As well as measuring the share price return, investors should also consider the total shareholder return (TSR). The TSR is a return calculation that accounts for the value of cash dividends (assuming that any dividend received was reinvested) and the calculated value of any discounted capital raisings and spin-offs. It's fair to say that the TSR gives a more complete picture for stocks that pay a dividend. In the case of Reckon, it has a TSR of 46% for the last 3 years. That exceeds its share price return that we previously mentioned. This is largely a result of its dividend payments!

A Different Perspective

Reckon shareholders gained a total return of 2.8% during the year. Unfortunately this falls short of the market return. It's probably a good sign that the company has an even better long term track record, having provided shareholders with an annual TSR of 14% over five years. It may well be that this is a business worth popping on the watching, given the continuing positive reception, over time, from the market. It's always interesting to track share price performance over the longer term. But to understand Reckon better, we need to consider many other factors. Consider for instance, the ever-present spectre of investment risk. We've identified 2 warning signs with Reckon , and understanding them should be part of your investment process.

If you like to buy stocks alongside management, then you might just love this free list of companies. (Hint: insiders have been buying them).

Please note, the market returns quoted in this article reflect the market weighted average returns of stocks that currently trade on Australian exchanges.

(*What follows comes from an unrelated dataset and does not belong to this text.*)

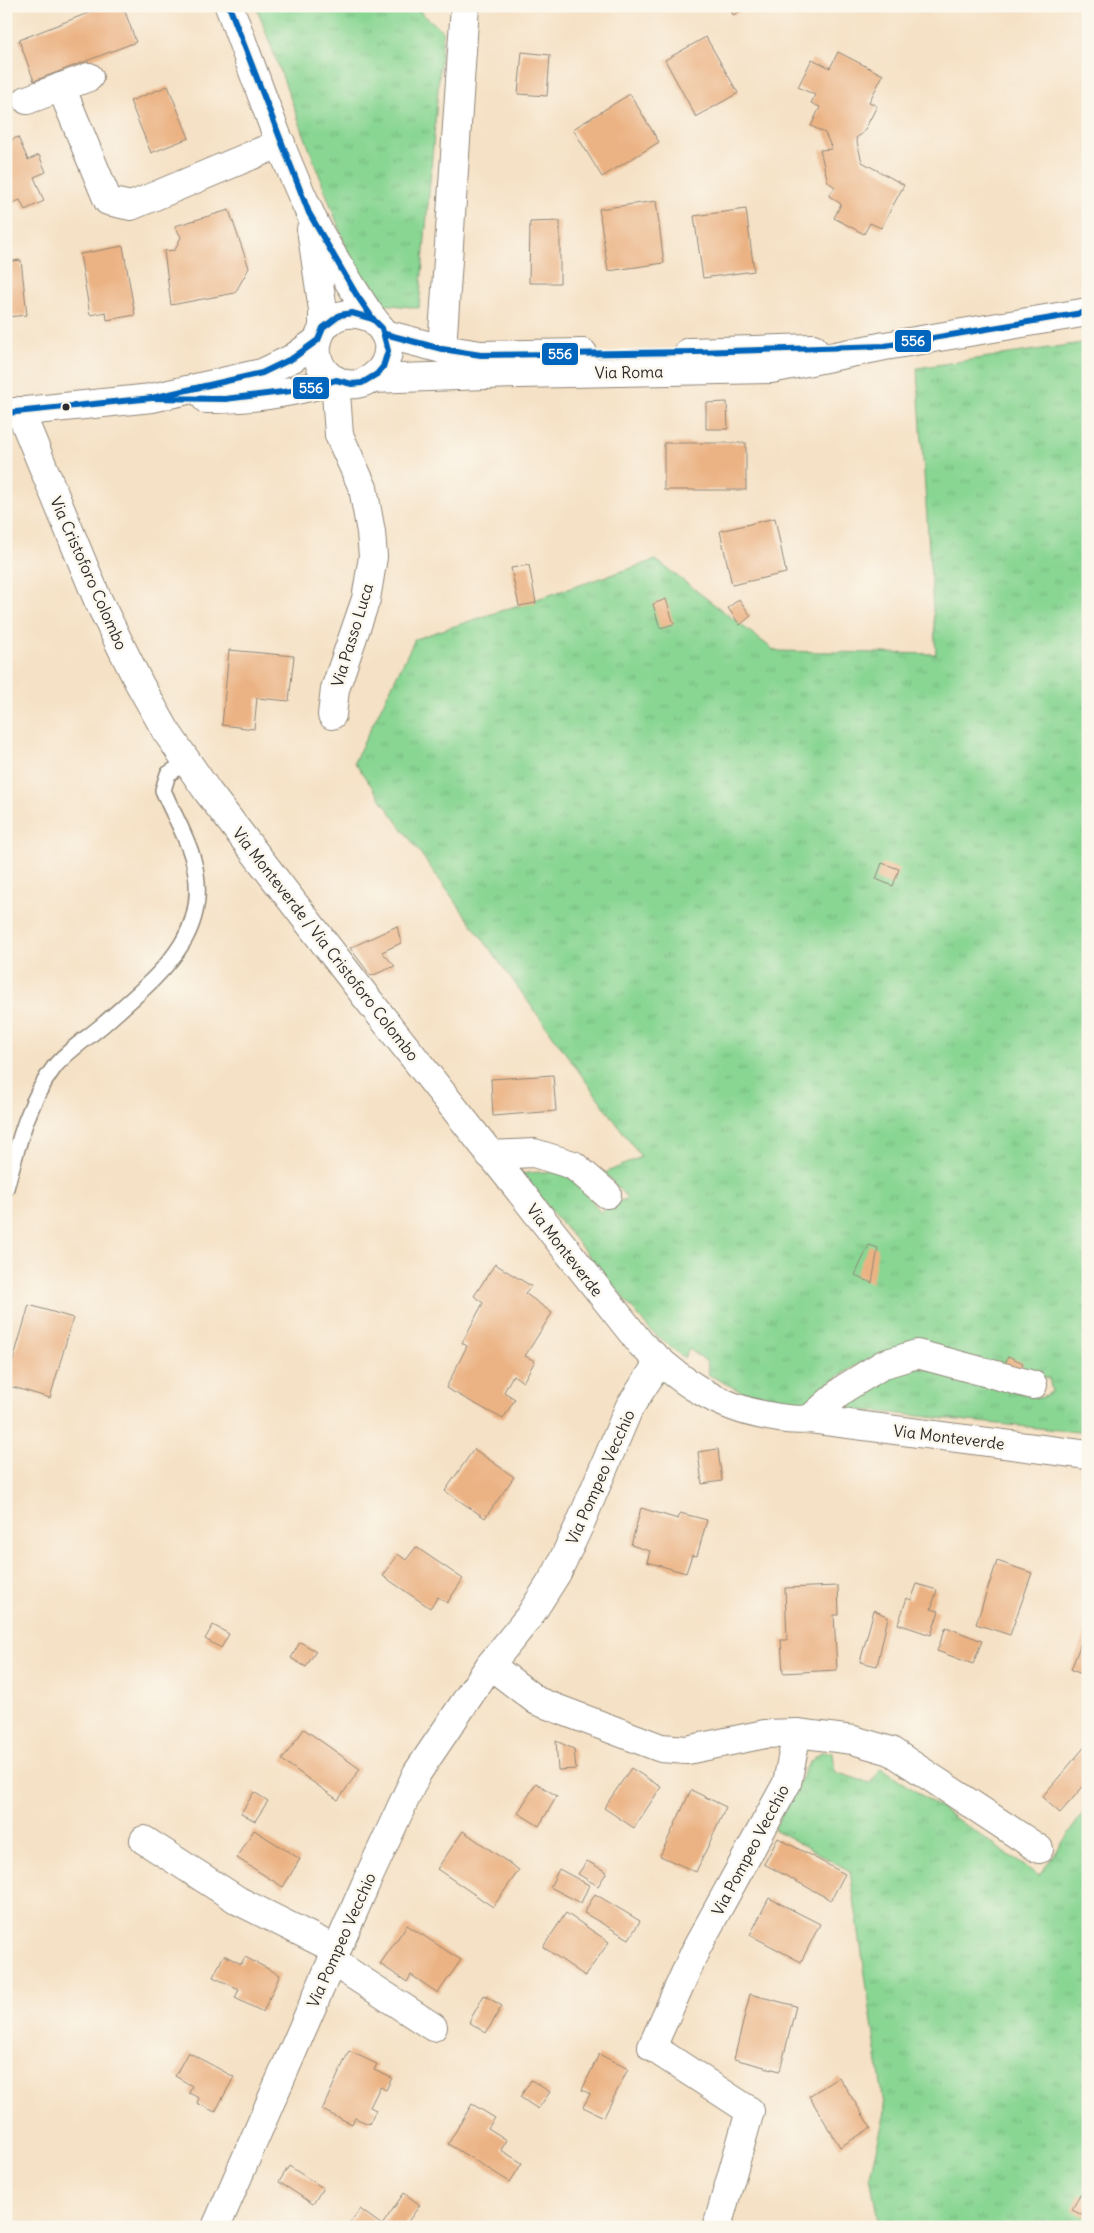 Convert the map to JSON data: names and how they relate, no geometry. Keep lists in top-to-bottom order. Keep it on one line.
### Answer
{"streets":{"street":["Via Roma","Via Cristoforo Colombo","Via Passo Luca","Via Monteverde / Via Cristoforo Colombo","Via Monteverde","Via Pompeo Vecchio"]},"crossings":[["Via Roma","Via Passo Luca"],["Via Cristoforo Colombo","Via Monteverde / Via Cristoforo Colombo"],["Via Monteverde / Via Cristoforo Colombo","Via Monteverde"],["Via Monteverde","Via Pompeo Vecchio"]],"lines":["transit line 556"]}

Have feedback on this article? Concerned about the content? Get in touch with us directly. Alternatively, email editorial-team (at) simplywallst.com.

This article by Simply Wall St is general in nature. We provide commentary based on historical data and analyst forecasts only using an unbiased methodology and our articles are not intended to be financial advice. It does not constitute a recommendation to buy or sell any stock, and does not take account of your objectives, or your financial situation. We aim to bring you long-term focused analysis driven by fundamental data. Note that our analysis may not factor in the latest price-sensitive company announcements or qualitative material. Simply Wall St has no position in any stocks mentioned.